All S. mansoni ND5 singleplex reactions also performed as anticipated with no non-target amplification. A single 305-bp amplicon was produced when using Sm sample DNA and when using Bp+Sm(mal) sample DNA. No amplicons were produced when using Bp, Bs, Bc, Sr and Sh sample DNA. When using an annealing temperature of 58 °C, the 305-bp S. mansoni ND5 agarose gel bands were present but faint. By comparison, when increasing the annealing temperature to 60 °C, these agarose gel bands were much stronger. Both Sm and Bp+Sm(mal) ND5 amplicons (using an annealing temperature of 60 °C) were successfully confirmed using Sanger sequencing.

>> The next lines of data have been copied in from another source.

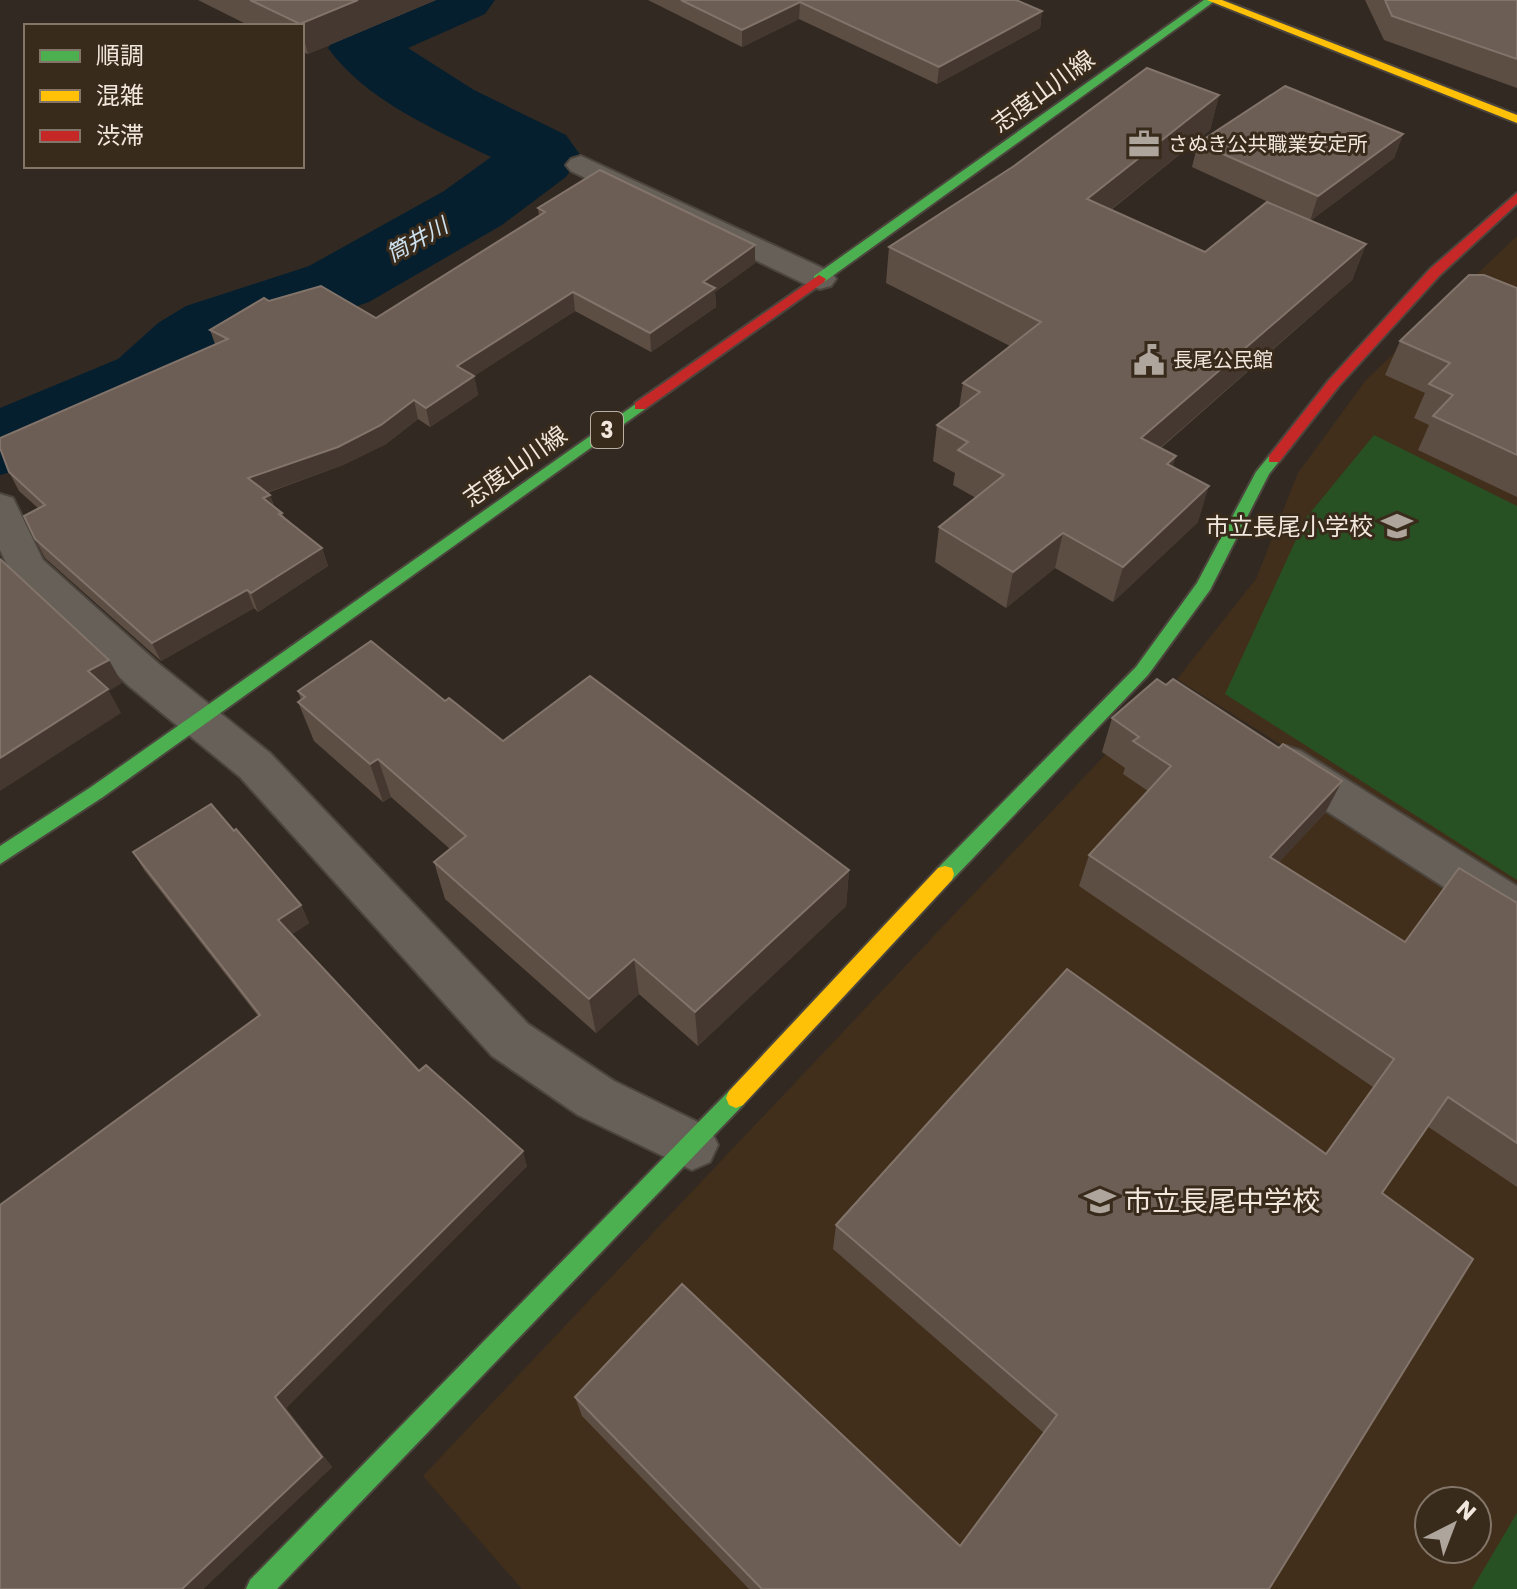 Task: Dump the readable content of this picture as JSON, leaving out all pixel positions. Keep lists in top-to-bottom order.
{
  "streets": {
    "street": ["志度山川線", "3"]
  },
  "water": ["筒井川"],
  "places": {
    "office": ["さぬき公共職業安定所"],
    "public building": ["長尾公民館"],
    "school or university": ["市立長尾小学校", "市立長尾中学校"]
  },
  "legend": ["順調", "混雑", "渋滞"],
  "north": "top right"
} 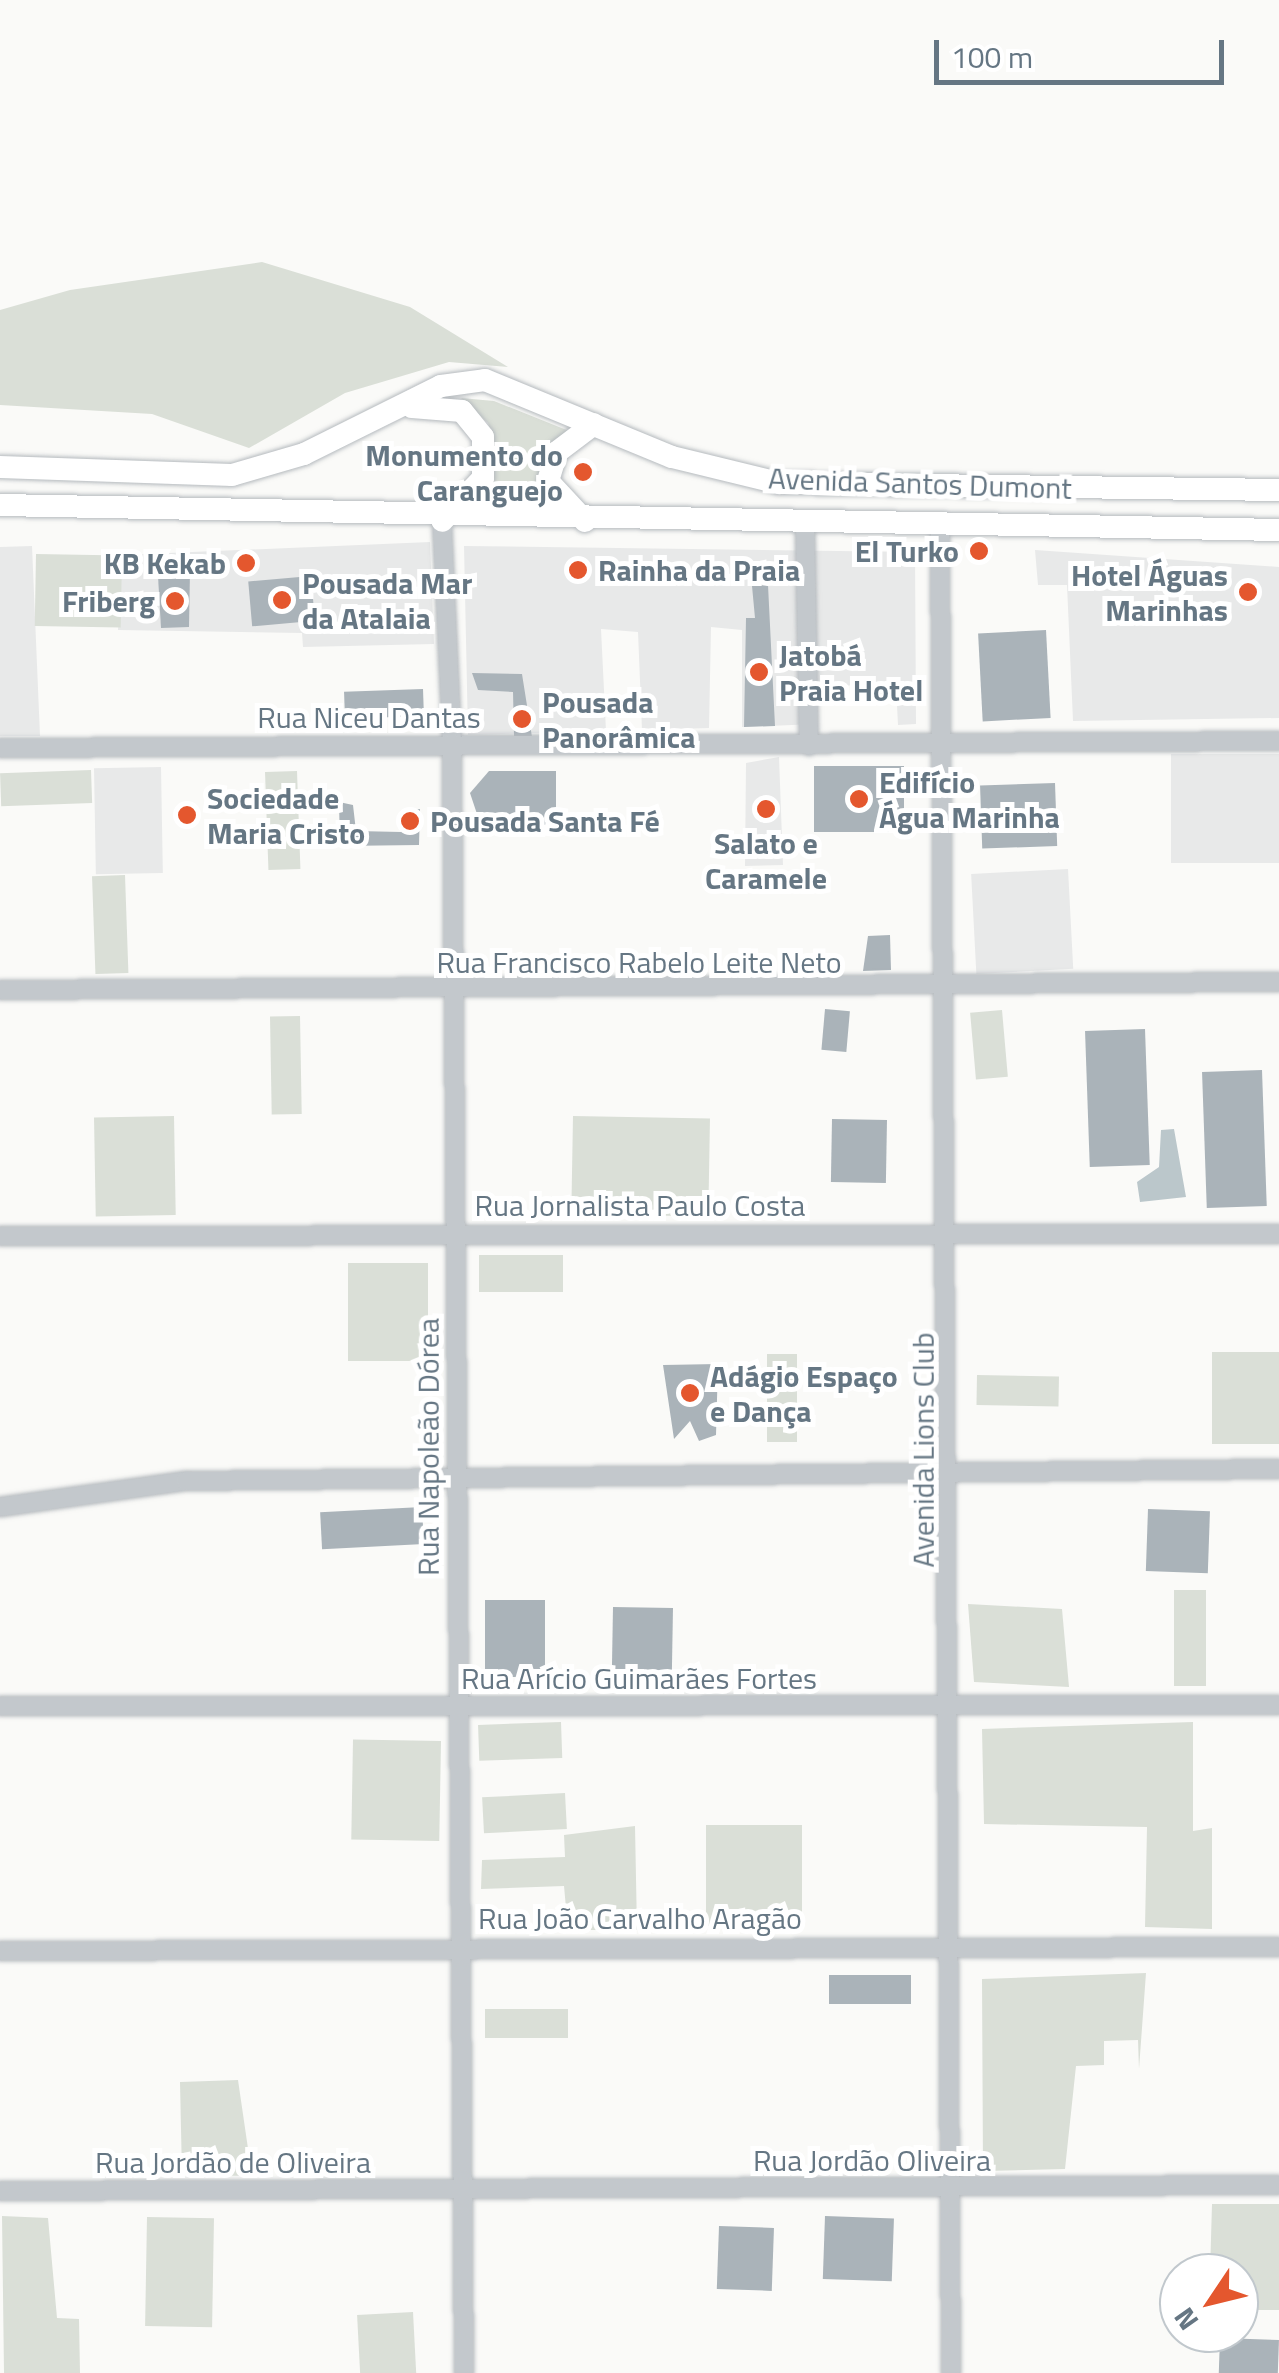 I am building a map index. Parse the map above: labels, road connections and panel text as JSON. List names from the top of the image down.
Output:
{
  "streets": {
    "main road": ["Avenida Santos Dumont"],
    "street": [
      "Rua Niceu Dantas",
      "Rua Francisco Rabelo Leite Neto",
      "Rua Jornalista Paulo Costa",
      "Rua Napoleão Dórea",
      "Avenida Lions Club",
      "Rua Arício Guimarães Fortes",
      "Rua João Carvalho Aragão",
      "Rua Jordão Oliveira",
      "Rua Jordão de Oliveira"
    ]
  },
  "crossings": [
    ["Avenida Santos Dumont", "Rua Napoleão Dórea"],
    ["Avenida Santos Dumont", "Avenida Lions Club"],
    ["Rua Niceu Dantas", "Rua Napoleão Dórea"],
    ["Rua Niceu Dantas", "Avenida Lions Club"],
    ["Rua Francisco Rabelo Leite Neto", "Rua Napoleão Dórea"],
    ["Rua Francisco Rabelo Leite Neto", "Avenida Lions Club"],
    ["Rua Jornalista Paulo Costa", "Rua Napoleão Dórea"],
    ["Rua Jornalista Paulo Costa", "Avenida Lions Club"],
    ["Rua Napoleão Dórea", "Rua Arício Guimarães Fortes"],
    ["Rua Napoleão Dórea", "Rua João Carvalho Aragão"],
    ["Rua Napoleão Dórea", "Rua Jordão Oliveira"],
    ["Rua Napoleão Dórea", "Rua Jordão de Oliveira"],
    ["Avenida Lions Club", "Rua Arício Guimarães Fortes"],
    ["Avenida Lions Club", "Rua João Carvalho Aragão"],
    ["Avenida Lions Club", "Rua Jordão Oliveira"],
    ["Rua Jordão Oliveira", "Rua Jordão de Oliveira"]
  ],
  "places": [
    "Monumento do Caranguejo",
    "El Turko",
    "KB Kekab",
    "Rainha da Praia",
    "Hotel Águas Marinhas",
    "Pousada Mar da Atalaia",
    "Friberg",
    "Jatobá Praia Hotel",
    "Pousada Panorâmica",
    "Edifício Água Marinha",
    "Salato e Caramele",
    "Sociedade Maria Cristo",
    "Pousada Santa Fé",
    "Adágio Espaço e Dança"
  ],
  "scale_bar": "100 m",
  "north": "bottom left"
} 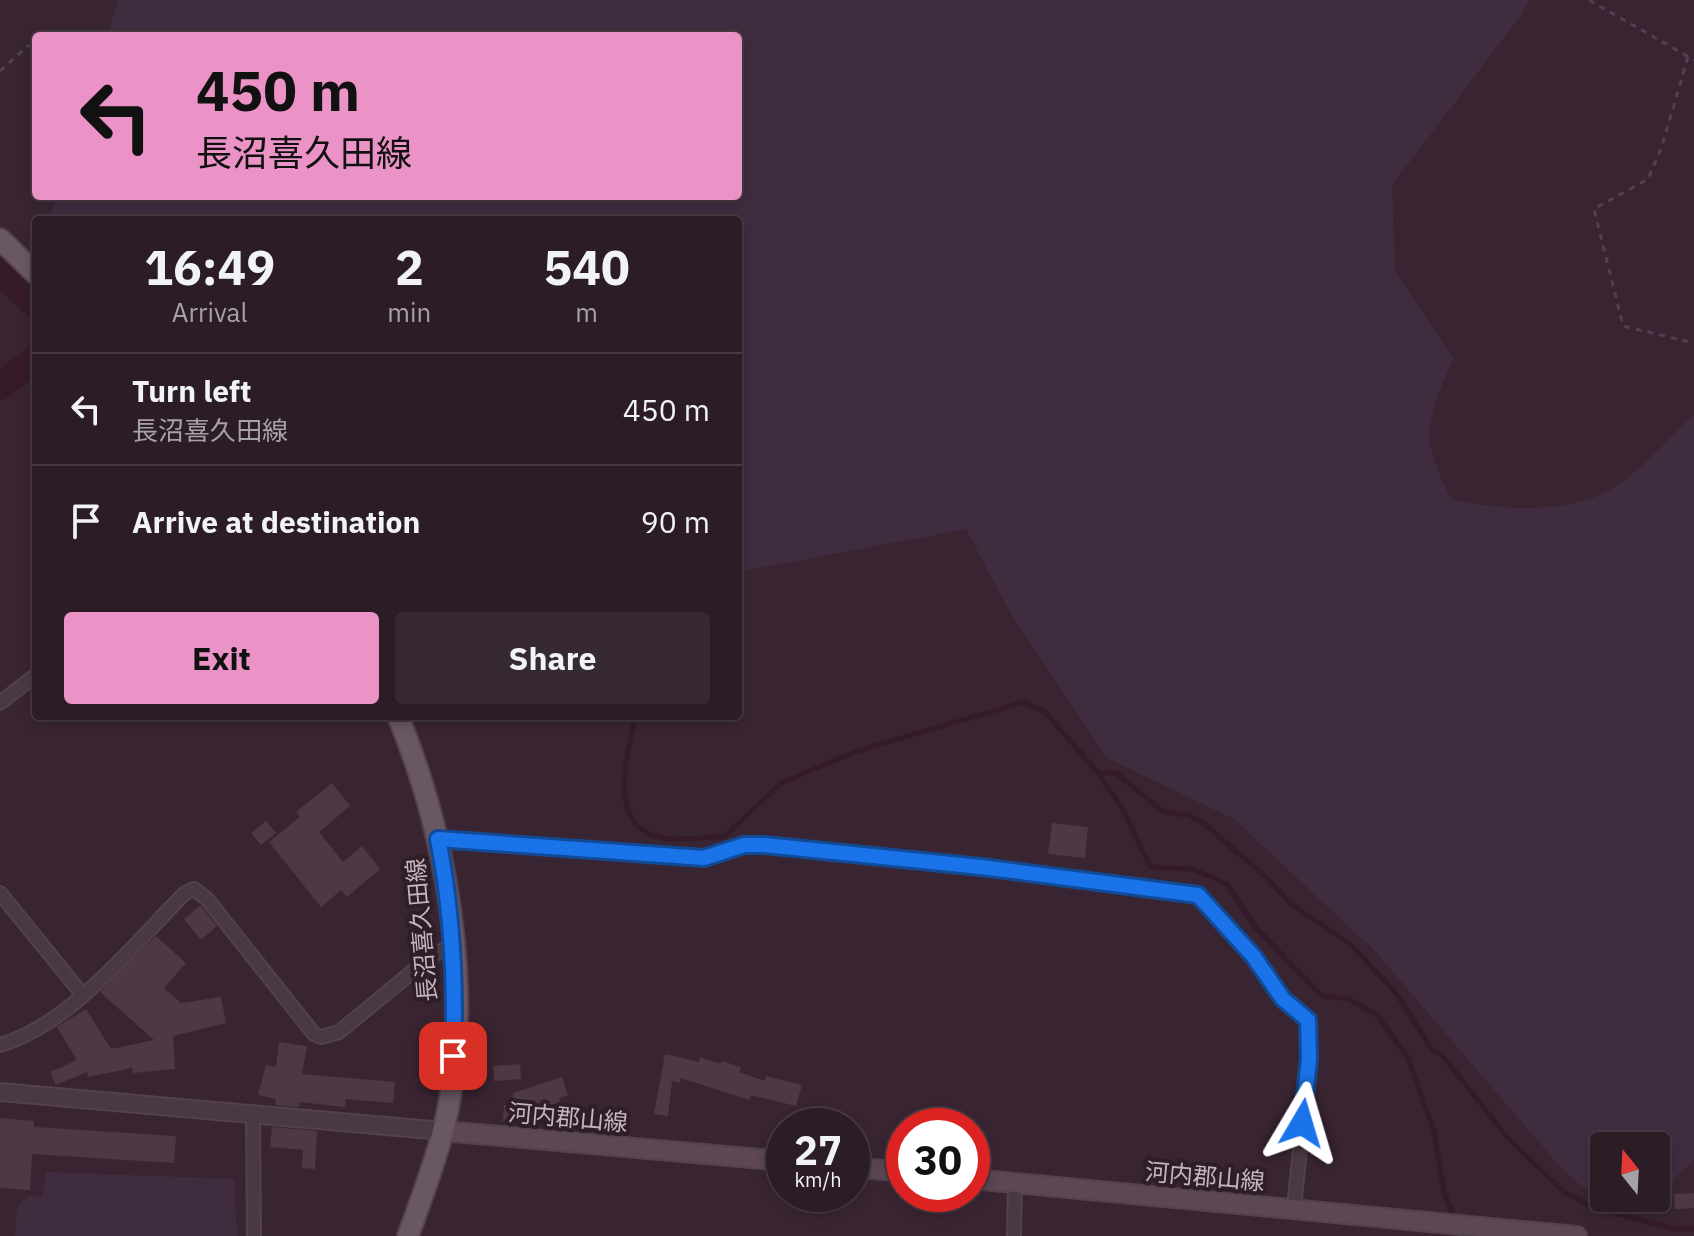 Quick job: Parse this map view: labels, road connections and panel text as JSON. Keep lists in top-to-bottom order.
{
  "streets": {
    "main road": ["長沼喜久田線", "河内郡山線"]
  },
  "crossings": [
    ["長沼喜久田線", "河内郡山線"]
  ],
  "north": "top",
  "page": {
    "turn": ["450 m", "長沼喜久田線"],
    "eta": [
      "16:49",
      "Arrival",
      "2",
      "min",
      "540",
      "m"
    ],
    "list": [
      {
        "name": "Turn left",
        "note": "長沼喜久田線",
        "value": "450 m"
      },
      {
        "name": "Arrive at destination",
        "value": "90 m"
      }
    ],
    "buttons": ["Exit", "Share"],
    "speed": "27 km/h",
    "limit": "30"
  }
}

3.1.1.3. Multiplex Biomphalaria ITS, Schistosoma ITS and S. mansoni ND5 PCR testing

All multiplex reactions performed as anticipated with no non-target amplification. A single ∼1250-bp amplicon was produced when using Bp sample DNA. Two amplicons were produced when using Sm sample DNA (∼1005-bp and 305-bp in length). A single ∼1005-bp amplicon was produced when using Sr and Sh sample DNA. All three target amplicons were produced when using Bp+Sm(mal) sample DNA in all three replicates (∼1250 bp, ∼1005 bp and 305 bp in length; Fig. 1). Increasing the annealing temperature to 60 °C again improved the strength of the 305-bp S. mansoni ND5 agarose gel band in all reactions where S. mansoni DNA was present when compared to an annealing temperature of 58 °C, whilst having no observable effect on Biomphalaria ITS or Schistosoma ITS amplicons. When using both annealing temperatures, the Schistosoma ITS gel band was less strong in multiplex reactions using Bp+Sm(mal) sample DNA when compared to Biomphalaria ITS and Schistosoma ITS singleplex reactions using the same DNA and when using Sm, Sr and Sh sample DNA in multiplex reactions.

Fig. 1.

Fig. 1

Agarose gel image of the multiplex molecular xenomonitoring PCR performed using an annealing temperature of 60 °C. Abbreviations: HL, HyperLadder 100 bp (BioLine, UK); Bp, Biomphalaria pfeifferi sample DNA; Sm, Schistosoma mansoni sample DNA; Sr, S. rodhaini sample DNA; Sh, S. haematobium sample DNA; NTC, no template ddH2O negative control; Bp+Sm(mal): B. pfeifferi infected with S. mansoni (collected in Malawi) sample DNA. All Biomphalaria ITS, Schistosoma ITS and S. mansoni ND5 multiplex reactions performed as anticipated with no non-target amplification. GelRed loading buffer stain may affect PCR amplicon migration.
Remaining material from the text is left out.